§ **Task description**: Find the line with "M344 428 387" and the line with "M179 189 286 450 391 720 592 1185" in the entries below; output exactly those two lines, every line between them, and no others.

Saved entries
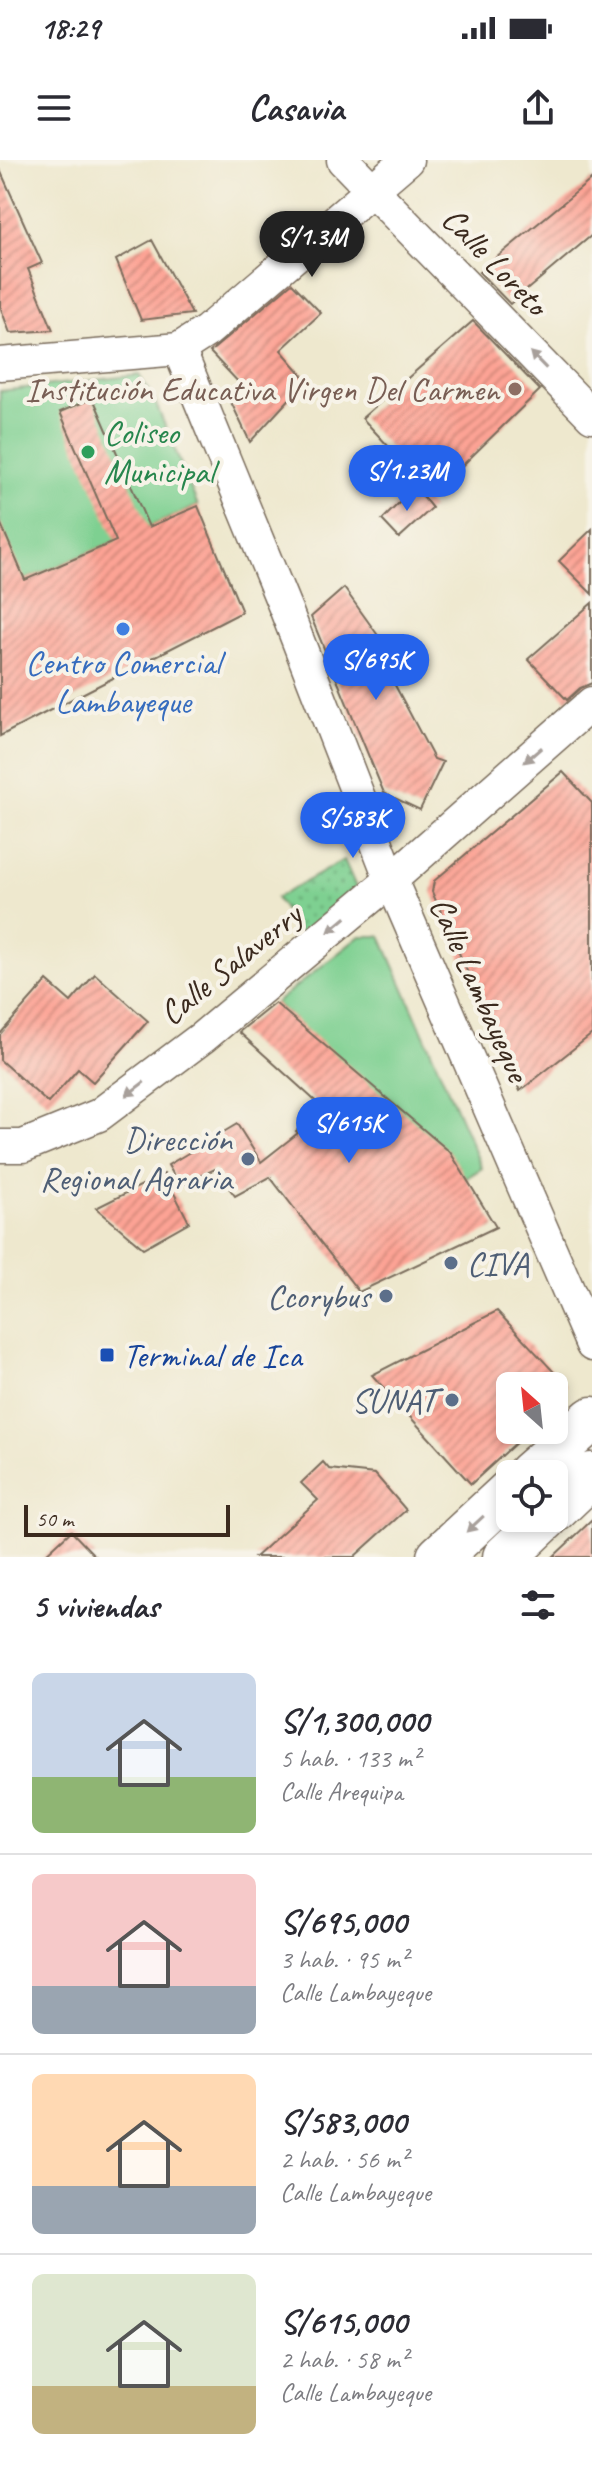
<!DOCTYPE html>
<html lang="es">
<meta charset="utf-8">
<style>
:root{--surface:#fff;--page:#f2f2f3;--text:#2b2b33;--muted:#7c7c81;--line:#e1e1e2;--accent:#2563eb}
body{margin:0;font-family:Caveat,sans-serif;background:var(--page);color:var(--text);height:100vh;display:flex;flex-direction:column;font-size:30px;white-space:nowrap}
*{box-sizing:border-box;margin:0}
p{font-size:26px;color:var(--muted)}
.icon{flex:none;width:44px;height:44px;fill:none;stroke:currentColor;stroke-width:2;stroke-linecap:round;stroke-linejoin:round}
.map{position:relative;height:1397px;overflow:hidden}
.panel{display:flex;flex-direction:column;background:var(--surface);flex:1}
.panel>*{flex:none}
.needle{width:52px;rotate:333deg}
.buttons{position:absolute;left:496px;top:1212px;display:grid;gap:16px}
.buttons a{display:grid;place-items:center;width:72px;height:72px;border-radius:12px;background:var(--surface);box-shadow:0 4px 12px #0003;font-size:40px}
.scale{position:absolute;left:24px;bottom:20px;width:206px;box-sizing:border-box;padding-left:8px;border:4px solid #3b2a1e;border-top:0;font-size:22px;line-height:28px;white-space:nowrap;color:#3b2a1e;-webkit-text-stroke:6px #f7f3e8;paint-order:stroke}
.price{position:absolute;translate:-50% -68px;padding:0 18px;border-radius:28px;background:var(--accent);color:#fff;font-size:26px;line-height:52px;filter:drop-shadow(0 2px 4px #0008)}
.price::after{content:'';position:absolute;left:50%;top:48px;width:24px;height:18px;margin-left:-12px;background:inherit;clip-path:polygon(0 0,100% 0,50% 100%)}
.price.current{background:#222;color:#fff}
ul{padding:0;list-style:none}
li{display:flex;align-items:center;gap:24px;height:200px;padding:0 32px}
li+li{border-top:2px solid var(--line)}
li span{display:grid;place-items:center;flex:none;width:224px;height:160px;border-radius:12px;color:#555}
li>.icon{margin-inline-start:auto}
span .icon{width:96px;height:96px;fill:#fffc;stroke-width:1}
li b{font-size:34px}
h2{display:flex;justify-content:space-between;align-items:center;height:96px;padding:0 32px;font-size:34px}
.status{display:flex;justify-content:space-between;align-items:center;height:56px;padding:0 40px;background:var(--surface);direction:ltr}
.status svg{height:22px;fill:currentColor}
header{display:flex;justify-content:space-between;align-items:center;height:104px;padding:0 32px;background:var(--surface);font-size:36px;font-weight:700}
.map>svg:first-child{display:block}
.park{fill:#7ed091;stroke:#5c7d58;stroke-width:2}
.garden{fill:url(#garden-dots);stroke:#5c7d58;stroke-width:2}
.building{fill:url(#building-hatch)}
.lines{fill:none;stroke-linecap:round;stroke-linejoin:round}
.street-casing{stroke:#7a6c5c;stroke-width:35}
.primary-casing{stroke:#7a6c5c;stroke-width:47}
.street{stroke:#fff;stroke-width:32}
.primary{stroke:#fff;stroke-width:44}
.oneway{fill:#a79f9a}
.education-dot{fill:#8d6e63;stroke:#f7f3e8;stroke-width:3}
.leisure-dot{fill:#2e9e5b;stroke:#f7f3e8;stroke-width:3}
.shop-dot{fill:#3f7fe0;stroke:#f7f3e8;stroke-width:3}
.service-dot{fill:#5c6f8a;stroke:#f7f3e8;stroke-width:3}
.transit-dot{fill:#1a4fb4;stroke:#f7f3e8;stroke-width:3}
.labels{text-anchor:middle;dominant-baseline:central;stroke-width:8;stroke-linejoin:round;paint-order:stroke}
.street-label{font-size:34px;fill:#3b2a1e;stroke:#f7f3e8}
.education-label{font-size:34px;fill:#785e54;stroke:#f7f3e8;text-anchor:end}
.leisure-label{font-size:34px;fill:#27864d;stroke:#f7f3e8;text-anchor:start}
.shop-label{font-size:34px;fill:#366cbe;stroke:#f7f3e8}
.service-label{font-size:34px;fill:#4e5e75;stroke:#f7f3e8;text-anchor:end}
.transit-label{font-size:34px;fill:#164399;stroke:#f7f3e8;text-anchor:start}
</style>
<div class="status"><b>18:29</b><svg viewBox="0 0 49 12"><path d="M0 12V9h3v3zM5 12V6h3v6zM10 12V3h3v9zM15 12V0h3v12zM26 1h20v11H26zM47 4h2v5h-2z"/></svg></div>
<header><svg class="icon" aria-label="menu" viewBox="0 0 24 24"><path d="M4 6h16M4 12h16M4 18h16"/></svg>Casavia<svg class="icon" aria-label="share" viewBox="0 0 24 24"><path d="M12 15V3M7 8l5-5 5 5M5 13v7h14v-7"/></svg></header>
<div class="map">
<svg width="592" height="1397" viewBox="0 0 592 1397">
<defs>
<pattern id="garden-dots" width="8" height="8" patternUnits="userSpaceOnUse" patternTransform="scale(2)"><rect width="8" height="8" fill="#7ed091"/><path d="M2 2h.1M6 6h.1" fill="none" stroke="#68a976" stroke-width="1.8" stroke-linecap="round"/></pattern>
<pattern id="building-hatch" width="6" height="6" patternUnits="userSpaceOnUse" patternTransform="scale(2)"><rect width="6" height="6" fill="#fda394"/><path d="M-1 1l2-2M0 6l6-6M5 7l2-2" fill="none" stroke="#ce8578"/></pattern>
</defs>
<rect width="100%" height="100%" fill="#f7f3e8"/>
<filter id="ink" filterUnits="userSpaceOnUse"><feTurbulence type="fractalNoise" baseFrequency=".0125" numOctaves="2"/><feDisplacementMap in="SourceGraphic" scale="16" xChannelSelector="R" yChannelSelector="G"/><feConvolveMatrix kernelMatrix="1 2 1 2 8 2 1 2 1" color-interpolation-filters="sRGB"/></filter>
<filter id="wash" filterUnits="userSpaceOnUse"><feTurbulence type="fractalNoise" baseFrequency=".006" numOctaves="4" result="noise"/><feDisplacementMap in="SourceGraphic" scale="32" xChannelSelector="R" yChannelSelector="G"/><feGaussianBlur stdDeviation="1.8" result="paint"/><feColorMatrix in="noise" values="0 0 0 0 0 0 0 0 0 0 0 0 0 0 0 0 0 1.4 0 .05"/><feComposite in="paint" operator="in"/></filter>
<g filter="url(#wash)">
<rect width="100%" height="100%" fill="#eee8ce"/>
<path class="park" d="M139 215 154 239 198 346 0 431V231Z
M360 776H381L482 1008 466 1018 275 843Z"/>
<path class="garden" d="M344 700 358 732 307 783 276 738Z"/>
<g id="blocks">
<path class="building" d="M0 10 42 103 28 109 53 170 10 173 0 146Z
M592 19V75L510 144 479 112Z
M152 80 192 154 141 160 116 100Z
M292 123 321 153 281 190 307 220 250 282 230 240 242 226 210 192Z
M473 161 540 230 433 334 362 258Z
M93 238 149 367 198 346 242 452 0 576V362L25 420 116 381 60 252Z
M415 327 432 348 399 378 382 360Z
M592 369V434L559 401Z
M344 428 387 488 379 495 434 599 443 602 420 650 384 633 311 457Z
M592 443V523L580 528 567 540 528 499Z
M563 612 592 643V874L520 931 432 732 434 721Z
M95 814 148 861 93 922 78 909 48 943 0 900V874L47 821 71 842Z
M275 843 450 992 496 1067 359 1132 270 1017 235 1036 215 1009 180 1026 168 1005 237 964 261 1002 298 973 296 971 323 948 239 872Z
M164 1014 189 1062 143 1088 96 1048Z
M497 1151 567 1226H510V1270H530L471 1324 372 1215Z
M323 1302 329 1309 375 1314 406 1350 354 1397H255L318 1340 301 1323Z
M592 1360V1397H553Z
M71 1371 96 1397H43Z"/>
</g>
</g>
<g filter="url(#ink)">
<use href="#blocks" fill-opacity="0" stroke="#7a6c5c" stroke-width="2"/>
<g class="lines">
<defs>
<path id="street" d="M343 0 592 256
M179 189 286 450 391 720 592 1185
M0 204 179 189 207 171 407 0
M0 986H23L99 955 203 877 391 720 592 543"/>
<path id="primary" d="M529 1314 592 1259
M554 1351 592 1315
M439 1397 510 1331
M505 1397 546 1358"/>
</defs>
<use href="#street" class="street-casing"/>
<use href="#primary" class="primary-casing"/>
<use href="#street" class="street"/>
<use href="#primary" class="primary"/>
</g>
<defs><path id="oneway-solid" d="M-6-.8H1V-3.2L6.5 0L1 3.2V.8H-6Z" transform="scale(2)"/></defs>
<g class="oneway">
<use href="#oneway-solid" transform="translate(538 200) rotate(-134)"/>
<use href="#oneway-solid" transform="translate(533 595) rotate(139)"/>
<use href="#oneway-solid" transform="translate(337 765) rotate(140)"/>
<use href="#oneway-solid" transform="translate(135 929) rotate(143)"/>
<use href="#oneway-solid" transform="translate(475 1364) rotate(137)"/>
</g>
</g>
<circle class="education-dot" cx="515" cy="229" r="8"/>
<circle class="leisure-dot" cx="88" cy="292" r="8"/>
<circle class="shop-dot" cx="123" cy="469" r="8"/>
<g class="service-dot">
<circle cx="248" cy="999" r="8"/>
<circle cx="451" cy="1103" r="8"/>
<circle cx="386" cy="1136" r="8"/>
<circle cx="452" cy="1240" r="8"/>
</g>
<rect class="transit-dot" x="99" y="1187" width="16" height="16" rx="4"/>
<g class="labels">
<g class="street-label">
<text transform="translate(495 101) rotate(46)">Calle Loreto</text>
<text transform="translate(230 804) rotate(-39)">Calle Salaverry</text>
<text transform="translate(480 829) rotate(66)">Calle Lambayeque</text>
</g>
<g class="education-label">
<text x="499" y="229">Institución Educativa Virgen Del Carmen</text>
</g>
<g class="leisure-label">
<text x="104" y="272">Coliseo<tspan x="104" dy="39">Municipal</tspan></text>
</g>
<g class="shop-label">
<text x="123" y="502">Centro Comercial<tspan x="123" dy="39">Lambayeque</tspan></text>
</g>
<g class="service-label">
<text x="232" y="979">Dirección<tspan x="232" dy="39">Regional Agraria</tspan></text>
<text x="467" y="1103" text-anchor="start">CIVA</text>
<text x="370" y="1136">Ccorybus</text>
<text x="436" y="1240">SUNAT</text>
</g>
<g class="transit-label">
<text x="123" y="1195">Terminal de Ica</text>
</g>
</g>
</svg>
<div class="buttons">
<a><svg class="needle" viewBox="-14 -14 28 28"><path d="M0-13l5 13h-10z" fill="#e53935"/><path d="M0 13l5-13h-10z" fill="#7c7c81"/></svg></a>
<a><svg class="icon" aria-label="locate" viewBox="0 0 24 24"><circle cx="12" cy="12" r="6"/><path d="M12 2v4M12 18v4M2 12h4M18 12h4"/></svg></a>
</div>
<div class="scale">50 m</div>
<b class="price current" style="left:312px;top:119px">S/1.3M</b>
<b class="price" style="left:407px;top:353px">S/1.23M</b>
<b class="price" style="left:376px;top:542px">S/695K</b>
<b class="price" style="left:353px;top:700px">S/583K</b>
<b class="price" style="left:349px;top:1005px">S/615K</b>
</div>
<section class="panel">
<h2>5 viviendas<svg class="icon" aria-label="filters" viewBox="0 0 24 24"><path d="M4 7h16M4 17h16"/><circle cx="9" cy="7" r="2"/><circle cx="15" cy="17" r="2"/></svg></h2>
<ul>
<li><span style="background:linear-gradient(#c9d6e8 65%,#8fb573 0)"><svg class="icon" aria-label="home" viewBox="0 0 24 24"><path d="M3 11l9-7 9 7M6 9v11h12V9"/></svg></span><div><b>S/1,300,000</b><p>5 hab. · 133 m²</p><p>Calle Arequipa</p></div></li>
<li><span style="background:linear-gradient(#f6c9c9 70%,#9aa5b1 0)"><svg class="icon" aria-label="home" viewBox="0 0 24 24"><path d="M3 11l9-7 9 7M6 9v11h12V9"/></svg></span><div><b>S/695,000</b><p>3 hab. · 95 m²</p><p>Calle Lambayeque</p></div></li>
<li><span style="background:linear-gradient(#ffd9b3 70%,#9aa5b1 0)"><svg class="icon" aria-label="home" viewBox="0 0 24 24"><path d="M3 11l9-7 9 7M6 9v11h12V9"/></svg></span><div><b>S/583,000</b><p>2 hab. · 56 m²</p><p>Calle Lambayeque</p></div></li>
<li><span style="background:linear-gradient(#dfe7d0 70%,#c2b280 0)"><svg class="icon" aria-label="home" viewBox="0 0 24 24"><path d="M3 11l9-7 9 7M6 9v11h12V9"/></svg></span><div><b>S/615,000</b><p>2 hab. · 58 m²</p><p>Calle Lambayeque</p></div></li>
</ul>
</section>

§ **Solution to the problem**:
M344 428 387 488 379 495 434 599 443 602 420 650 384 633 311 457Z
M592 443V523L580 528 567 540 528 499Z
M563 612 592 643V874L520 931 432 732 434 721Z
M95 814 148 861 93 922 78 909 48 943 0 900V874L47 821 71 842Z
M275 843 450 992 496 1067 359 1132 270 1017 235 1036 215 1009 180 1026 168 1005 237 964 261 1002 298 973 296 971 323 948 239 872Z
M164 1014 189 1062 143 1088 96 1048Z
M497 1151 567 1226H510V1270H530L471 1324 372 1215Z
M323 1302 329 1309 375 1314 406 1350 354 1397H255L318 1340 301 1323Z
M592 1360V1397H553Z
M71 1371 96 1397H43Z"/>
</g>
</g>
<g filter="url(#ink)">
<use href="#blocks" fill-opacity="0" stroke="#7a6c5c" stroke-width="2"/>
<g class="lines">
<defs>
<path id="street" d="M343 0 592 256
M179 189 286 450 391 720 592 1185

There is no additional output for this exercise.